Problem description: Give back exactly the stretch of data below from the line holding "display:flex; justify-content:space-between; align-items:center;" through the line holding "flex:none; width:55px; height:55px;", both ends included, and leave the remaining lines out.

(Stored data)

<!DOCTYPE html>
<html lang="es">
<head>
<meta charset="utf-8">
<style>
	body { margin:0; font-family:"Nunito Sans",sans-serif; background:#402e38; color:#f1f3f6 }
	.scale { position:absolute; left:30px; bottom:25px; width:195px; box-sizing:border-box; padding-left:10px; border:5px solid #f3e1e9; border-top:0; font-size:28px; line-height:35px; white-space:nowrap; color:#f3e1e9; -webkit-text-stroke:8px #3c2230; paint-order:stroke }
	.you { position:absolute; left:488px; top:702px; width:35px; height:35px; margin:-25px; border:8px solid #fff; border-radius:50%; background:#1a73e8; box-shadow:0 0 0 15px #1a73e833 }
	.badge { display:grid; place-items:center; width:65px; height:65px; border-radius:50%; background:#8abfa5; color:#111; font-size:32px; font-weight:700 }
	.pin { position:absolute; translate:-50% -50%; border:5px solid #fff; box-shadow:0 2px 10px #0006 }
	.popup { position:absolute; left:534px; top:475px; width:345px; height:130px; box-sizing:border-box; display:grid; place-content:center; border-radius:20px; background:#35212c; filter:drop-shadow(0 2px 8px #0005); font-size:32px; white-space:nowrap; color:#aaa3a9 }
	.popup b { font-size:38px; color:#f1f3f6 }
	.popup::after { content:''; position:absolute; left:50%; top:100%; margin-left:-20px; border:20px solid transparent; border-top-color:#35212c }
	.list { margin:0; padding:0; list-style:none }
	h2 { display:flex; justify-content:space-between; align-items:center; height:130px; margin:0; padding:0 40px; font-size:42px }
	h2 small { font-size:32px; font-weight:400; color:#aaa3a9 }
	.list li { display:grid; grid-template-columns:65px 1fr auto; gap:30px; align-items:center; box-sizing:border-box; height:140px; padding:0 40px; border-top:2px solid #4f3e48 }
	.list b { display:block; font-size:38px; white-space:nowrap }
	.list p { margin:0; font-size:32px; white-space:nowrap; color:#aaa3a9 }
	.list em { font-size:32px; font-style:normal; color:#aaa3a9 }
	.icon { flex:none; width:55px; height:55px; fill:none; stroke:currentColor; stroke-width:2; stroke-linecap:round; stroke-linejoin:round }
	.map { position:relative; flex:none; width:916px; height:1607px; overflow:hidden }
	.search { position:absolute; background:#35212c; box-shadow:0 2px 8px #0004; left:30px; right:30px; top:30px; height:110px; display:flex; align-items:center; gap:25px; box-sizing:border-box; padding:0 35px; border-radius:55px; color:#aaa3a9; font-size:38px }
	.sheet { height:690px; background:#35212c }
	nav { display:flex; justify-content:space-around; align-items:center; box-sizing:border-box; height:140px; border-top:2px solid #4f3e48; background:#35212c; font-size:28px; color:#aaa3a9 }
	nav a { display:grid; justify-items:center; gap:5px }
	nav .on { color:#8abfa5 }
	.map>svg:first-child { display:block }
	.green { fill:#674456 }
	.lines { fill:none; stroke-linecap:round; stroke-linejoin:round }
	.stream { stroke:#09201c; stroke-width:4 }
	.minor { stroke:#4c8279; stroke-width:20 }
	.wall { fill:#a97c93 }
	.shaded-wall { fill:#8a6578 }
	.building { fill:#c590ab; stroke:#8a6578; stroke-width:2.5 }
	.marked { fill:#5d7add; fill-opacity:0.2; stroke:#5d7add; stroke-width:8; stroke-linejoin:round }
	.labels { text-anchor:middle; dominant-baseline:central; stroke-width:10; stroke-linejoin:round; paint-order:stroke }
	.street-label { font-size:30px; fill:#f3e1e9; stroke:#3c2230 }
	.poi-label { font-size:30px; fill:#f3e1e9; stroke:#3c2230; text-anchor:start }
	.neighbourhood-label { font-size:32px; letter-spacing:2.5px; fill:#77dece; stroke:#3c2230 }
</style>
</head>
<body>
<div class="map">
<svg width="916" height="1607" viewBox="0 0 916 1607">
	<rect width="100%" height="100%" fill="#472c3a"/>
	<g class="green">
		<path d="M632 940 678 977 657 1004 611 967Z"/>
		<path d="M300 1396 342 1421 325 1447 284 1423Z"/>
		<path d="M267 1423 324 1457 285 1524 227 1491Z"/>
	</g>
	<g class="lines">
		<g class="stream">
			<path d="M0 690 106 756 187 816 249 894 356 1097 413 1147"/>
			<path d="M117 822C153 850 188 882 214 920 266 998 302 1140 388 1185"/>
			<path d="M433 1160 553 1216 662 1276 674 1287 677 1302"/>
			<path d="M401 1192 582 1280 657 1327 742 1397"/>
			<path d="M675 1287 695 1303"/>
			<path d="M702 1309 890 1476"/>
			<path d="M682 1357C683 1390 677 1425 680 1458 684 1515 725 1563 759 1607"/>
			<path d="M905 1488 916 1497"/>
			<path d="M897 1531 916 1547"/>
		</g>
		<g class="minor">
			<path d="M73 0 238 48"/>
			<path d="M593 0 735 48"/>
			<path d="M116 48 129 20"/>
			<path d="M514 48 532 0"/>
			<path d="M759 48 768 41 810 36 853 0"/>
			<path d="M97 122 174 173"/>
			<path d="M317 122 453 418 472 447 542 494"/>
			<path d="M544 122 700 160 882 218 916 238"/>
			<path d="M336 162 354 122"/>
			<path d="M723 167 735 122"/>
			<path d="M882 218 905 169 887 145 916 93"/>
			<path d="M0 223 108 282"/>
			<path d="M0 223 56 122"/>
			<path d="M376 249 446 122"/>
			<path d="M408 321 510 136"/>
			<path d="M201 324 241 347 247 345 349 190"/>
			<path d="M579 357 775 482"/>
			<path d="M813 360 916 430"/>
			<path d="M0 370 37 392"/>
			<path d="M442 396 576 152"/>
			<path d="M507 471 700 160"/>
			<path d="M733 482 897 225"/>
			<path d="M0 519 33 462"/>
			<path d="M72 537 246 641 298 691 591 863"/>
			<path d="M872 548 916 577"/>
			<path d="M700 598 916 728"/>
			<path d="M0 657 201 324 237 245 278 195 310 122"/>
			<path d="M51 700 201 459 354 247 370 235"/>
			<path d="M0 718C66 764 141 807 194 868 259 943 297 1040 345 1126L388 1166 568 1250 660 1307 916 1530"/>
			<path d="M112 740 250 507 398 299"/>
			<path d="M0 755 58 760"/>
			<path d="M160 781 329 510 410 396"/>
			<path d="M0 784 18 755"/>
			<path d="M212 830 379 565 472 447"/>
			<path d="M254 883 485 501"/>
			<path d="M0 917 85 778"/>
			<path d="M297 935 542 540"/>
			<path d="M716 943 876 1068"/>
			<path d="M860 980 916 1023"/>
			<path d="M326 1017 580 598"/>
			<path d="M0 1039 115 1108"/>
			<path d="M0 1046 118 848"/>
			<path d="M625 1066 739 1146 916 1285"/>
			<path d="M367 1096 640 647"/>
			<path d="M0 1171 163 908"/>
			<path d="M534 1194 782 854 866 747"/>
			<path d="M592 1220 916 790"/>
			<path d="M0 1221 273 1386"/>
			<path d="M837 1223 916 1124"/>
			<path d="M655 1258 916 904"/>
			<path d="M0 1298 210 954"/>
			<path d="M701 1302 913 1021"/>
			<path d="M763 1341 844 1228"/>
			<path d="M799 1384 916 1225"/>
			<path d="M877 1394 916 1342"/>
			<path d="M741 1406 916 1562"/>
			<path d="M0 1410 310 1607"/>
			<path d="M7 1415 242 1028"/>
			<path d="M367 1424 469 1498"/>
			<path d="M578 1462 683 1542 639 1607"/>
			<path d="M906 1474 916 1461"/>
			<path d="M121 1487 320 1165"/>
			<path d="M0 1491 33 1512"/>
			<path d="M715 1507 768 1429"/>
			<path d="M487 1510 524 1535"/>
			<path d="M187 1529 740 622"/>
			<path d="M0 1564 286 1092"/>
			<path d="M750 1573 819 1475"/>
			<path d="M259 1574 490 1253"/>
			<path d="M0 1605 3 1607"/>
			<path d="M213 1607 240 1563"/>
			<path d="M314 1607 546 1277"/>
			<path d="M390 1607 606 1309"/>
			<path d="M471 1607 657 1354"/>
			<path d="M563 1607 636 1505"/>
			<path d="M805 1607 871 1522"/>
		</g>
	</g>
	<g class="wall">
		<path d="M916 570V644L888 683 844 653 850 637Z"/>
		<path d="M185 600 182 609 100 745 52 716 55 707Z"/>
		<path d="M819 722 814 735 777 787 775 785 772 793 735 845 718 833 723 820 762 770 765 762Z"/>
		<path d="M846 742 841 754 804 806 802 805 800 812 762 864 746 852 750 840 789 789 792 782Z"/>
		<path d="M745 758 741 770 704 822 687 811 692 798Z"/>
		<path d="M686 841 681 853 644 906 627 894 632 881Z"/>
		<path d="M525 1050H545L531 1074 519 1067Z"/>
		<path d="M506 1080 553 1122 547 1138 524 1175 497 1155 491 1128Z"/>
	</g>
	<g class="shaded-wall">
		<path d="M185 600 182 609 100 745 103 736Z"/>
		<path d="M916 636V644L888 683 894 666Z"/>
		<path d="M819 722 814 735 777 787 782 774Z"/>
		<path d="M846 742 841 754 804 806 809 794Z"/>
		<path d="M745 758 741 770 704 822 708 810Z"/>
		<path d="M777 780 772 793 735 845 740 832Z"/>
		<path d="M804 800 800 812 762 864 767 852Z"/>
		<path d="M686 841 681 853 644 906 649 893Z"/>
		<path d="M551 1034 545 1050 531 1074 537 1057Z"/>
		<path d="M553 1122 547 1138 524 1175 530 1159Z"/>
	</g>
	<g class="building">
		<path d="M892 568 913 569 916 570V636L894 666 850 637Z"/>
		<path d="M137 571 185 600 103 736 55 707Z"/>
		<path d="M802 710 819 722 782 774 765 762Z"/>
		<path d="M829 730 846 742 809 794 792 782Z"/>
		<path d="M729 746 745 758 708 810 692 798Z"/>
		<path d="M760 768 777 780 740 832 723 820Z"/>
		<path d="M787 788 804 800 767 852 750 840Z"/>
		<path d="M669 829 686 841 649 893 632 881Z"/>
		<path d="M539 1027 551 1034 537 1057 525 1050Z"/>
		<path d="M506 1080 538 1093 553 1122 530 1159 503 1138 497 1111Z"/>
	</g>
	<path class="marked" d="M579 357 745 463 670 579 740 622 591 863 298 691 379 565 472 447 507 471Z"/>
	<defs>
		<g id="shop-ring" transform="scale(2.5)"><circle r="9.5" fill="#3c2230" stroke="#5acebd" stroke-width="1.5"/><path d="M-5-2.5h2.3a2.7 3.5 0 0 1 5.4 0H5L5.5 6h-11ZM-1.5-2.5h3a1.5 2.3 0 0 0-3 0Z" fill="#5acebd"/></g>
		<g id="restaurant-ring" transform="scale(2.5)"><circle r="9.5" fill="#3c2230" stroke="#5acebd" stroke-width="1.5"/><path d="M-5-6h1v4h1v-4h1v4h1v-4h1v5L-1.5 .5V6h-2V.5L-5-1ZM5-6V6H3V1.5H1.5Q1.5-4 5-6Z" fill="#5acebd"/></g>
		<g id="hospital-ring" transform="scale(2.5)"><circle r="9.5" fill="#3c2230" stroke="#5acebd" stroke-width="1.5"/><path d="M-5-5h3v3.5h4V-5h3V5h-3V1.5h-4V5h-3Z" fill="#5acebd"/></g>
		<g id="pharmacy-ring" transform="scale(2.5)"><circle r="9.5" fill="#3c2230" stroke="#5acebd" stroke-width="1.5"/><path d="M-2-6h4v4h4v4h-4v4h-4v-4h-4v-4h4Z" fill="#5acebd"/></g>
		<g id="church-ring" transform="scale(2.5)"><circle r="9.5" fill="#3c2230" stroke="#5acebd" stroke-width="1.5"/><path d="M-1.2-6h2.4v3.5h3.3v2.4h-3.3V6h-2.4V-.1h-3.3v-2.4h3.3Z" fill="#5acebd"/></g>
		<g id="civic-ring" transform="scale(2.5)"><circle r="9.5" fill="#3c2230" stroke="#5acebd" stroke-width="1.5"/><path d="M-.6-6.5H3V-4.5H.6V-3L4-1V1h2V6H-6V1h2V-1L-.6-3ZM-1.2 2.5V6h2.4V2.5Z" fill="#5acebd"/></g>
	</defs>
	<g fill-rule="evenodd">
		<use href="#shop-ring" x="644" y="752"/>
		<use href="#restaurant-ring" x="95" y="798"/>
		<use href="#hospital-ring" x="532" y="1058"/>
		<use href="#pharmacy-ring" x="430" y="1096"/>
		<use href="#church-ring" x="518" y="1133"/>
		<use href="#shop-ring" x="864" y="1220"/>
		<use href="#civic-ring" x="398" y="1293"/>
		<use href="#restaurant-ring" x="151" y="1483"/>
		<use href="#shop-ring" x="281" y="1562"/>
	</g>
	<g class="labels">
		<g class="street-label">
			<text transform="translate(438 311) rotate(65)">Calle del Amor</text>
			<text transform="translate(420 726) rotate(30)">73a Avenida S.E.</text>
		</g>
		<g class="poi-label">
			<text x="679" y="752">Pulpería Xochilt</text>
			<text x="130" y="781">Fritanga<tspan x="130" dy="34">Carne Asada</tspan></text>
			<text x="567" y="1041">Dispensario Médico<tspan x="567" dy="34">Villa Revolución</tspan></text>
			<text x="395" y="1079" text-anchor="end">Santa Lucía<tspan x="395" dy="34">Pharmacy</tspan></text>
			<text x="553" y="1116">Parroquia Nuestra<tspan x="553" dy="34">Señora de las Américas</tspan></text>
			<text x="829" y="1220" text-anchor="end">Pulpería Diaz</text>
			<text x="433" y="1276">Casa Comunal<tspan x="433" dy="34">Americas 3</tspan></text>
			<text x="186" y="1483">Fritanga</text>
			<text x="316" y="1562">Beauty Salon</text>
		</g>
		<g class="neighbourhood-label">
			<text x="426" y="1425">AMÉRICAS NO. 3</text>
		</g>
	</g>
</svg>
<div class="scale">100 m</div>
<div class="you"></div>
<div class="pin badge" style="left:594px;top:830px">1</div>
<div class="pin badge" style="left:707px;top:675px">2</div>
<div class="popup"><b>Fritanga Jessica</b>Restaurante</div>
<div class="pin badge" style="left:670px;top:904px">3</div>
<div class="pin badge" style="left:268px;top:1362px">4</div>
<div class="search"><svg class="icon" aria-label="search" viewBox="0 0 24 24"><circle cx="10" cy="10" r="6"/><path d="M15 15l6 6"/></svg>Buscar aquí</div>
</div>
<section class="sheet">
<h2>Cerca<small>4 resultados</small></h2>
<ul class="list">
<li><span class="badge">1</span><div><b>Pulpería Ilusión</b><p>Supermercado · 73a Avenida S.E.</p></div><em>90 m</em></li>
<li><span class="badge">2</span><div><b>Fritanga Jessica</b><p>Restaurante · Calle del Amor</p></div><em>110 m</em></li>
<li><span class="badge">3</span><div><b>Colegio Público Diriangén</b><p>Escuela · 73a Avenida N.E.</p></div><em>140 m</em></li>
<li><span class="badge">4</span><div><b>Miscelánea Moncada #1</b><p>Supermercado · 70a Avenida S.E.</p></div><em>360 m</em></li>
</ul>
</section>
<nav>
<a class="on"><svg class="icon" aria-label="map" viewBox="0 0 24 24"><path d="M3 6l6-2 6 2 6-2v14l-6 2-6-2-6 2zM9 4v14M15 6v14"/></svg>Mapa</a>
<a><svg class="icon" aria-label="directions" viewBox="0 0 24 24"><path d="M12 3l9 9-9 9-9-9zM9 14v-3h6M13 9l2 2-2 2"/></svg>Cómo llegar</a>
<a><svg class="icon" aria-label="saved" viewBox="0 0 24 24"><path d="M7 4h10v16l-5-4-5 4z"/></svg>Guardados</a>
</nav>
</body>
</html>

Solution for this task:
	h2 { display:flex; justify-content:space-between; align-items:center; height:130px; margin:0; padding:0 40px; font-size:42px }
	h2 small { font-size:32px; font-weight:400; color:#aaa3a9 }
	.list li { display:grid; grid-template-columns:65px 1fr auto; gap:30px; align-items:center; box-sizing:border-box; height:140px; padding:0 40px; border-top:2px solid #4f3e48 }
	.list b { display:block; font-size:38px; white-space:nowrap }
	.list p { margin:0; font-size:32px; white-space:nowrap; color:#aaa3a9 }
	.list em { font-size:32px; font-style:normal; color:#aaa3a9 }
	.icon { flex:none; width:55px; height:55px; fill:none; stroke:currentColor; stroke-width:2; stroke-linecap:round; stroke-linejoin:round }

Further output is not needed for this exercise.